> [DIRECTIONS FOR THIS TASK] Please report each line in the material below that includes "service".

> [DATA]
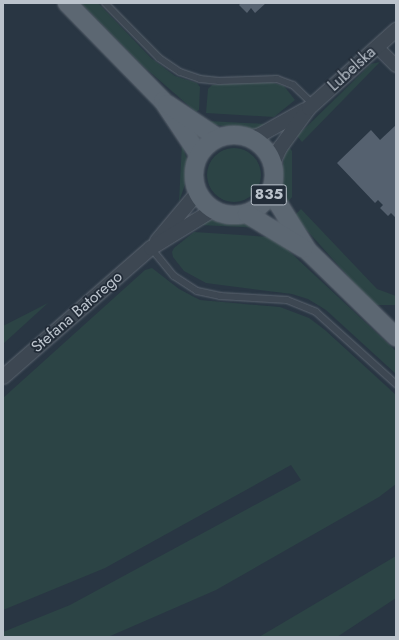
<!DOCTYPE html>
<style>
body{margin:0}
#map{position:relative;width:399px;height:640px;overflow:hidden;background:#293643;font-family:Jost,sans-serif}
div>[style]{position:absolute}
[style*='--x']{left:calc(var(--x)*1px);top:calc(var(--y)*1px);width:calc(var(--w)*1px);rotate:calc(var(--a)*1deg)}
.green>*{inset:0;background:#2c4445}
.round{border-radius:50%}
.building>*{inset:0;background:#55616f}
.roads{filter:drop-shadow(0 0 1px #5c6570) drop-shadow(0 0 1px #5c6570)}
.service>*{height:6px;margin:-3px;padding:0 3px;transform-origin:3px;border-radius:3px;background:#3d4752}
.minor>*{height:12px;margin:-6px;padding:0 6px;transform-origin:6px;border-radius:6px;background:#3d4752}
.tertiary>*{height:14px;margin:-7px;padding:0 7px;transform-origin:7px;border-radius:7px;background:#3d4752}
.primary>*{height:18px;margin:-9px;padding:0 9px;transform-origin:9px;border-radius:9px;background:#5c6772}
.primary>.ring{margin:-9px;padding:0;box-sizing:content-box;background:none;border:18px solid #5c6772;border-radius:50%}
span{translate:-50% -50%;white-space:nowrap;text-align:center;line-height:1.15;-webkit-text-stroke:3.5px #222c38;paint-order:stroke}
.shield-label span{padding:1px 3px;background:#222c38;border:1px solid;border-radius:3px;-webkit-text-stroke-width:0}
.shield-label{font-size:15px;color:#bbc3cc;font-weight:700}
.street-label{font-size:16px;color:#bbc3cc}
.frame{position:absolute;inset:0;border:4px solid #bbc3cc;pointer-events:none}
</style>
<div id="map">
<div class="green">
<i style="clip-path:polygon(81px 3px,98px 3px,151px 58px,175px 76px,197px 83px,200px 87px,199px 110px,196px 112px,143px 66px)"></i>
<i style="clip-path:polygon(380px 62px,302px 142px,297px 136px,371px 64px)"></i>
<i style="clip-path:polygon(267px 81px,284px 86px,295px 100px,274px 117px,206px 113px,208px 89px,212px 85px)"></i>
<i style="clip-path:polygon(208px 121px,267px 124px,257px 129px,250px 129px,216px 125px)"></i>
<i style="clip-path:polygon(182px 144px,187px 160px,185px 184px,179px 202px)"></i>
<i style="clip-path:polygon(289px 147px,292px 151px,292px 197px,285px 206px,280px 188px,284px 157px)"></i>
<i class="round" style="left:207px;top:148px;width:54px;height:54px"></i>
<i style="clip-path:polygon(301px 209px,377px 289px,396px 296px,396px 305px,374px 305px,294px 216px)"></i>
<i style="clip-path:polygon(208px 220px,252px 224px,262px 228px,201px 225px)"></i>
<i style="clip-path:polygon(194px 232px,270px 237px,273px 240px,275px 238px,396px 351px,396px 374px,326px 310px,308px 299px,292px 294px,206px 283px,184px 271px,173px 257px,172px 252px,174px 248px)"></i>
<i style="clip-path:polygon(152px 268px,179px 289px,200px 300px,280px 307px,309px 318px,325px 330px,396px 395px,396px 484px,379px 497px,216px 590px,108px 637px,3px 637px,3px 632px,70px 605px,301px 480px,291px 465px,105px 568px,3px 610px,3px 398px,145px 270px)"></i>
<i style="clip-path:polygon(48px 303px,3px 344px,3px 326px)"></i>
<i style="clip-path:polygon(396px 556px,396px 598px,337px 637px,259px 637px)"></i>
</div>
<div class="building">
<i style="clip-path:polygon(241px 3px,266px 3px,255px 13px,251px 8px,247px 13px,239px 5px)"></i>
<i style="clip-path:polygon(396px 125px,396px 218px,391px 213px,388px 216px,380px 208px,383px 205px,378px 200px,375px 203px,337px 163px,371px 130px,380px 140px)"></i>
</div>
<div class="roads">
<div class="service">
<i style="--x:105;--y:3;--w:77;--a:45.5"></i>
<i style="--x:159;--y:58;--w:25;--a:34"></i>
<i style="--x:180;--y:72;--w:21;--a:19"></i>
<i style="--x:200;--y:79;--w:19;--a:6"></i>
<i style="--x:219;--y:81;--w:58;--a:-2"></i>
<i style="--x:277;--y:79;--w:17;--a:21"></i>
<i style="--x:293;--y:85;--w:28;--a:44"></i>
<i style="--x:151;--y:248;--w:36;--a:51"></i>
<i style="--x:174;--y:276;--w:27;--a:33"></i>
<i style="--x:197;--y:291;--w:24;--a:12"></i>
<i style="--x:220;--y:296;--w:67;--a:3.4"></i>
<i style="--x:287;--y:300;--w:31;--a:22"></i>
<i style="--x:316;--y:312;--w:108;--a:42"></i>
</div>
<div class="minor">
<i style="--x:377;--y:47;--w:27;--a:45"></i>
</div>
<div class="tertiary">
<i style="--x:249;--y:138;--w:11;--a:-15"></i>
<i style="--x:260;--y:135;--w:51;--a:-29.1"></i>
<i style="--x:273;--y:163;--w:17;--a:-65"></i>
<i style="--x:280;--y:148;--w:49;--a:-54.1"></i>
<i style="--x:309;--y:108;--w:117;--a:-41.9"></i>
<i style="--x:157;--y:241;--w:64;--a:-50.1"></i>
<i style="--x:3;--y:377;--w:196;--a:-41.1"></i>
<i style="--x:151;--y:248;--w:73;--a:-31.5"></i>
</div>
<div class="primary">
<i style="--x:67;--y:3;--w:137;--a:45.6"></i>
<i style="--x:163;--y:101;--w:65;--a:56.3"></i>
<i style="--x:167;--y:104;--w:61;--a:33.7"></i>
<i class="ring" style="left:194px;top:135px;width:62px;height:62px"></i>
<i style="--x:271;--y:192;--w:70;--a:57.9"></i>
<i style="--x:308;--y:251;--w:123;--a:44.3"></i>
<i style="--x:247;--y:214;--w:66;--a:31.3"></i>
</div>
</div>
<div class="shield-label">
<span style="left:269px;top:195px">835</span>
</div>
<div class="street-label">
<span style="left:352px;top:69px;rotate:-42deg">Lubelska</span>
<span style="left:77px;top:312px;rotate:-41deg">Stefana Batorego</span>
</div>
<div class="frame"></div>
</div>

> [FINISHED EXERCISE]
.service>*{height:6px;margin:-3px;padding:0 3px;transform-origin:3px;border-radius:3px;background:#3d4752}
<div class="service">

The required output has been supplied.